BOGOTÁ - Os guerrilheiros das Farc vão libertar um soldado mantido em cativeiro por mais de 11 anos, em mais uma tentativa de abrir caminho para iniciar um processo de paz com o governo, informou a guerrilha em um comunicado nesta quinta-feira.

Reuters |

A libertação é a mais recente das Forças Armadas Revolucionárias da Colômbia (Farc) com o objetivo de começar as negociações com o presidente Álvaro Uribe, mas os dois lados continuam distantes de um diálogo.

As Farc informaram que vão libertar Pablo Moncayo, um soldado capturado no fim de 1997.

A guerrilha, financiada pelo tráfico de cocaína, já fez centenas de reféns, tanto por motivos políticos como para exigir o pagamento de resgate.

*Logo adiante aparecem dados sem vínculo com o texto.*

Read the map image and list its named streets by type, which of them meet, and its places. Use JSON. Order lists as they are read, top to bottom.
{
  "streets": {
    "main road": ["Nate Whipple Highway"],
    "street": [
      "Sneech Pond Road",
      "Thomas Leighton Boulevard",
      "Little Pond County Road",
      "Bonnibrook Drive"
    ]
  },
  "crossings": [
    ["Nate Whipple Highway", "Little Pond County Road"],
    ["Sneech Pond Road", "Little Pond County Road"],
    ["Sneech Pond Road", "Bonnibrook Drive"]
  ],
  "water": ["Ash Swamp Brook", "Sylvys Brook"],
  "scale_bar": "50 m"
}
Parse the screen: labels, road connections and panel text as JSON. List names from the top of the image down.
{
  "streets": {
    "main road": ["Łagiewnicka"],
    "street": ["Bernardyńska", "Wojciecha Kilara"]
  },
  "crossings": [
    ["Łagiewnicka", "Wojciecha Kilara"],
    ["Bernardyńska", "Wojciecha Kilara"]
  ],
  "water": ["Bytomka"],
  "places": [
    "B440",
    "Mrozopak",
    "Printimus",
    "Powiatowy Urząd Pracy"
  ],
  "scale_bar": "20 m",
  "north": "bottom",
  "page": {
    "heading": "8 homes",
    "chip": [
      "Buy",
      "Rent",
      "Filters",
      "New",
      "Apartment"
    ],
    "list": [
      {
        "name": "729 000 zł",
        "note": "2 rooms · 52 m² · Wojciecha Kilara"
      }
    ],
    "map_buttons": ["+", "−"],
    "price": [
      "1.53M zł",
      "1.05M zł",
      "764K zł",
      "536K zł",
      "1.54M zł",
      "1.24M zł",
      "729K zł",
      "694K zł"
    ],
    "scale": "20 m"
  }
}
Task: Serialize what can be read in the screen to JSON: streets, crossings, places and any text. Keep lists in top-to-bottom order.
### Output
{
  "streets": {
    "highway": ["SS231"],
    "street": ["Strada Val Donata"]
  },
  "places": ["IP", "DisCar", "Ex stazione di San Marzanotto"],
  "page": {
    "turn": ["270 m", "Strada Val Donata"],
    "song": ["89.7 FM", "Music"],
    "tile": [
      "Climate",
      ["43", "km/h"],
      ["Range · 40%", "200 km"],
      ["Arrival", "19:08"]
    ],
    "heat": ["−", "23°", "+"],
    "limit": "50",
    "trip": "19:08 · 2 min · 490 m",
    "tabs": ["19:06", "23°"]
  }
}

"Nós anunciamos nossa decisão de libertar unilateralmente Pablo Moncayo e entregá-lo pessoalmente" a seu pai e à senadora de esquerda Piedad Córdoba, que mediou a entrega de outros reféns no passado.

As Farc afirmam que querem começar um diálogo com o governo, mas Uribe insiste que os rebeldes precisam primeiro cessar os ataques com bombas, os sequestro e o tráfico de drogas.

O comunicado dos guerrilheiros disse que os dois lados precisam concordar com o cessar-fogo e que as negociações devem começar com o reconhecimento de que o Estado está em falta com a guerrilha de 45 anos na Colômbia.

"O bilateralismo é a regra indispensável... para construir confiança e criar uma base sólida para o avanço", disseram as Farc no comunicado.

Uribe foi eleito para seu primeiro mandato em 2002, prometendo acabar com os guerrilheiros, e recebeu o apoio dos Estados Unidos para essa missão.